Cape Town calls on court to halt Israel’s military campaign in Gaza, calling it necessary to protect rights of Palestinian people
Dec 29, 2023
The submission from Cape Town, which says that Israel is in breach of its obligations under the Genocide Convention, calls for a halt to Israel’s military operations in the besieged enclave. It said such an order is “necessary in this case to protect against further, severe and irreparable harm to the rights of the Palestinian people”.
“Israel has engaged in, is engaging in and risks further engaging in genocidal acts against the Palestinian people in Gaza,” South Africa’s application said.
It said it had requested that the ICJ declare “on an urgent basis that Israel is in breach of its obligations in terms of the Genocide Convention, should immediately cease all acts and measures in breach of those obligations and take a number of related actions”.
The submission is the latest move by South Africa to put pressure on Israel to end its war on Gaza. Last month, lawmakers in the country voted in favour of closing down the Israeli embassy in Pretoria and severing diplomatic ties with Israel until a ceasefire was agreed upon.
Israel vehemently rejected the Friday announcement by South Africa, calling the case “baseless” and then going on to blame Hamas for the suffering and deaths of the Palestinian people in Gaza.
“Israel has made it clear that the residents of the Gaza Strip are not the enemy, and is making every effort to limit harm to the non-involved and to allow humanitarian aid to enter the Gaza Strip,” the Israeli foreign ministry said in a statement.
The ICJ is one of the six principal organs of the United Nations and is separate from the International Criminal Court (ICC), which tries individuals for war crimes and crimes against humanity. While the court settles disputes between countries, it has no power to enforce its opinions despite them being legally binding.
Analysts have previously told MEE that while the ICJ’s decisions are difficult to enforce, they can help shift narratives around the world. And weighing in on whether Israel is committing genocide could cause serious harm to Israel’s international reputation.
War broke out in Israel and Gaza on 7 October, when Hamas and armed Palestinian groups launched an attack on Israel that killed 1,200 Israelis and other nationals, according to the government death toll.
Meanwhile, Israel has killed more than 21,000 Palestinians in its aerial bombing campaign and ground assault, with the majority killed being women and children, according to the Palestinian health ministry.

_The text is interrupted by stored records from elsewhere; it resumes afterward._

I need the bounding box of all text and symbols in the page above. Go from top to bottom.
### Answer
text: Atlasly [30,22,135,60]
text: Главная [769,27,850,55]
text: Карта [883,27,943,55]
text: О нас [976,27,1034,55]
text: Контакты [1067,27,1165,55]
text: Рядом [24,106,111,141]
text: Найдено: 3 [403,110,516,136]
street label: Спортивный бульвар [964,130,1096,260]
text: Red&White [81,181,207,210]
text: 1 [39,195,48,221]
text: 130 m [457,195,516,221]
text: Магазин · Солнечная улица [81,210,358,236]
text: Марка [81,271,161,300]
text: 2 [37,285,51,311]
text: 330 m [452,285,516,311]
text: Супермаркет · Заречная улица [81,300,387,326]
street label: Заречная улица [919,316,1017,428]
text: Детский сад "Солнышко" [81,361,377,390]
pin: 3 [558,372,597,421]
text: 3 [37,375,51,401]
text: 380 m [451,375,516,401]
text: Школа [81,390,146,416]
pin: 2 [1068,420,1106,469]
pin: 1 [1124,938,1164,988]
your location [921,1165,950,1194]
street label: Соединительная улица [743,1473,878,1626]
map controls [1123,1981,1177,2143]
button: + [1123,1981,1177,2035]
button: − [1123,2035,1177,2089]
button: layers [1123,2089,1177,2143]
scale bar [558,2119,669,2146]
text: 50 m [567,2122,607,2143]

Israel’s military forces have targeted many types of civilian infrastructure, including hospitals, residential neighbourhoods, ambulances, and mosques. Entire neighbourhoods in the besieged enclave have been completely levelled.
The UN’s Genocide Convention and the Rome Statute of the International Criminal Court define genocide as acts “committed with intent to destroy, in whole or in part, a national, ethnical, racial or religious group”.
Legal experts, UN officials and more than 800 scholars have already warned that Israel is potentially committing genocide against Palestinians.
South Africa has long supported Palestinian statehood and has also equated the plight of Palestinians to those of the Black majority in its own country during the time of apartheid. Israel vehemently denies it engages in apartheid. However, several leading international human rights groups have said that Israel is engaging in apartheid practices in its treatment of Palestinians.